Am 12.12.2012 21:41, schrieb Henning Scholland:
Am 12.12.2012 21:20, schrieb Frederik Ramm:
Hallo,
On 12.12.2012 20:37, Henning Scholland wrote:
Aber das ist doch dann Augenwischerei. Wenn class:bicycle=1...5
subjektiv ist, dann ist doch ein adfc_Stadt_A=1...5 auch subjektiv und
kann sich komplett vom System adfc_Stadt_B=1...5 unterscheiden, vom
Ausland nicht zu reden.
Klar. Aber es ist ja trotzdem eine unumstoessliche Tatsache, dass
eine bestimmte Strasse vom lokalen Fahrradclub in seiner Publikation
XYZ die Klasse ABC erhalten hat. Du mappst in dem Moment ja nicht
"wie gut ist die Strasse fuers Radfahren geeignet", sondern "wie ist
die Strasse vom lokalen Verein eingeteilt".
Genau das meine ich mit Augenwischerei. Weil mit dem Mappen von "wie
ist die Strasse vom lokalen Verein eingeteilt" will ich dem Auswerter
ja genau "wie gut ist die Strasse fuers Radfahren geeignet" sagen. Das
ist doch gerade der Sinn dahinter: Eine Karte oder ein Routing, dass
"gute" Wege bevorzugt/hervorhebt.
Weg1 wäre: Fahrradclub legt Kriterien fest, wenige Mitglieder
kategorisieren die Straßen und wir übernehmen das
Weg2 wäre: OSM legt Kriterien fest, wenige Mapper kategorisieren die
Straßen
Ob jetzt ein Clubmitglied die Entscheidung trifft oder ein Mapper
läuft bei einem subjektiven Tag letztlich auf das gleiche Ergebnis
hinaus. Nur einmal ist es unsere Entscheidung und einmal können wir
sagen, "aber der Fahrradclub hat's gesagt".

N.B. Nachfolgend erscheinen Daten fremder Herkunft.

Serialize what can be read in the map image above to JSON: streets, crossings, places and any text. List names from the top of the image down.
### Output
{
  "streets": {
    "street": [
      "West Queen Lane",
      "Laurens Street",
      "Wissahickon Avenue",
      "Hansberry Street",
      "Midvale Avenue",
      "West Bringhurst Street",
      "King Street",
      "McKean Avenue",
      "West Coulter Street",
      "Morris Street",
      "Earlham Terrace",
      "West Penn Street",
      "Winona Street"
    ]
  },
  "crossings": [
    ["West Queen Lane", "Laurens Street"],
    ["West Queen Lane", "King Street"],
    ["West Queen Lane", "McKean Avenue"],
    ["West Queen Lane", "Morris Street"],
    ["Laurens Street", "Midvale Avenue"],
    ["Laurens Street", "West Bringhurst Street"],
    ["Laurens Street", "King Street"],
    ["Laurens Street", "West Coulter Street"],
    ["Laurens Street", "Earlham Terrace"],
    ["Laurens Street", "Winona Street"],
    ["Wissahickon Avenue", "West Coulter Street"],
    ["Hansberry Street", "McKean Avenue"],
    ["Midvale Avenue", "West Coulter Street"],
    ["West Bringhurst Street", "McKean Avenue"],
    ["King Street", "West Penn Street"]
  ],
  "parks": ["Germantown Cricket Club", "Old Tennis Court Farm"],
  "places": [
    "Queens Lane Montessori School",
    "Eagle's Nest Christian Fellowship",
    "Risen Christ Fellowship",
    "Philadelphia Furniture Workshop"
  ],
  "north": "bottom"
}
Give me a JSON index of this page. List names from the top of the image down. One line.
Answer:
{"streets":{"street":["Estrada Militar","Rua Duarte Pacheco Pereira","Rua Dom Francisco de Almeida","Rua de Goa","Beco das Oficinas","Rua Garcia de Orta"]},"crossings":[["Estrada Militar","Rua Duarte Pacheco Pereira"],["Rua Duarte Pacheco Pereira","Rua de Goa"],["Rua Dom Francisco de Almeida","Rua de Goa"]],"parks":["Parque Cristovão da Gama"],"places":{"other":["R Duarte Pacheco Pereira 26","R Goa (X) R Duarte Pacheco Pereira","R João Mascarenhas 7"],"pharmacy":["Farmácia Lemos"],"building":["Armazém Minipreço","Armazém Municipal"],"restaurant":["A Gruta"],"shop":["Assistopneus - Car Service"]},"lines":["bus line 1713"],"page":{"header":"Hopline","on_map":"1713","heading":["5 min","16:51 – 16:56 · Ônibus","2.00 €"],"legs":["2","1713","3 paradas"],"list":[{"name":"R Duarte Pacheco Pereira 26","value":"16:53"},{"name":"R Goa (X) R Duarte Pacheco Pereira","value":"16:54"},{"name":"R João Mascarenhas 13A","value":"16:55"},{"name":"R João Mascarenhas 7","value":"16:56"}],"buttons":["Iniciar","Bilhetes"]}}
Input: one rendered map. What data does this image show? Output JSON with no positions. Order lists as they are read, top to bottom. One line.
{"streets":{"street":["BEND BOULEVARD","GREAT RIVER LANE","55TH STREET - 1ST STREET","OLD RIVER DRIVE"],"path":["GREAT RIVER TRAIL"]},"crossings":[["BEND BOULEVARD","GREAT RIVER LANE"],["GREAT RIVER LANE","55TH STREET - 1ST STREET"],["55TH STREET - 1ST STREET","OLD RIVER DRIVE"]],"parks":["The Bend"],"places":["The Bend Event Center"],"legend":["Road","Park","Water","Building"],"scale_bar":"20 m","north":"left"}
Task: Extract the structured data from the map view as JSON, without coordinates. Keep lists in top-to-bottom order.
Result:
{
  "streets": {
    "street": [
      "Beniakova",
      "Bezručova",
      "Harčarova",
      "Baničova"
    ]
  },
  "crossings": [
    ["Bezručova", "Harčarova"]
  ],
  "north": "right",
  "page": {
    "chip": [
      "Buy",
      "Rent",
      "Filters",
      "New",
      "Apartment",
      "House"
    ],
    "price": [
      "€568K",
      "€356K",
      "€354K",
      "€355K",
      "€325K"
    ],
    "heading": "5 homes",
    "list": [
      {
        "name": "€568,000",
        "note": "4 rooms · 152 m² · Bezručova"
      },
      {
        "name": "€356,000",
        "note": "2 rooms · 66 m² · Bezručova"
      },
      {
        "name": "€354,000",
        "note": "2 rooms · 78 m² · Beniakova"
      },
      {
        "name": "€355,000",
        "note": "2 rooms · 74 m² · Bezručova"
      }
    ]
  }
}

Das stimmt aber nur bedingt. Der lokale Club wird über solche
Kategorisierungen immer mit mehreren diskutieren bzw. gemeinsam
entscheiden. Da findet ein genauer Austausch, bei Bedarf mit gemeinsamer
Begehung der betreffenden Straße statt, und es wird argumentiert, warum
was wie eingeordnet wird.
Bei OSM halten sich Mapper an Kriterien, die bestenfalls irgendwo
aufgeschrieben sind. Diese Kriterien sind selten vollständig und
außerdem oft schwierig miteinander zu verknüpfen in einem Wert.
Minimales Beispiel:
Teilkriterium A sei die Oberflächenbeschaffenheit
Teilkriterium B seien Baumwurzeln, die die Oberfläche unterbrechen und
deshalb die Qualität eines Weges senken.
Weg 1 ist super glatter Asphalt, aber alle 20 Meter steht ein Baum,
dessen Wurzeln blöderweise den Asphalt anheben
Weg 2 ist grobporig rauher Asphalt, der für Inline Skates schon stumpf
wirkt, aber links und rechts sind "nur" Rapsfelder und die Oberfläche
bleibt eben.
Wie passt das jetzt zusammen?
Schlägt die besser Oberfläche die Wurzeln oder die ebenere Straße den
rauhen Asphalt?
Wo ist die Grenze?
Angenommen, du entscheidest dich und dokumentierst, dass die bessere
Oberfläche in der Bewertung die Wurzeln schlägt, Weg 1 also besser
bewertet wird. Was machst Du dann mit
Weg 3, der ebenfalls super glatten Asphalt hat, aber aufgebracht auf
Beton-Panzerplatten, deren Ansatzstellen Querrillen bilden, also so
ähnlich wie Weg 1, aber mit mehr "Bruchstellen" der allgemein glatten
Oberfläche?
Angenommen, du entscheidest dich für die zweite Variante, was ist dann mit
Weg 4, der frisch gepflasterte, absolut eben verlegte Rasengittersteine
als Oberfläche hat, oder neu gemachtes Kopfsteinpflaster mit runden
"Kopfsteinköpfen"?
Der lokale Adfc wird sich für solche Fälle eine Lösung ausdenken,
möglicherweise einen zusätzlichen Hinweis für die Eignung für Rennräder
einführen oder die Wurzeln im Einzelfall für nicht so schlimm halten,
wenn die Strecke dafür eben nicht durch Betonwüste führt, sondern
aufgrund der Umgebung angenehmer zu fahren ist.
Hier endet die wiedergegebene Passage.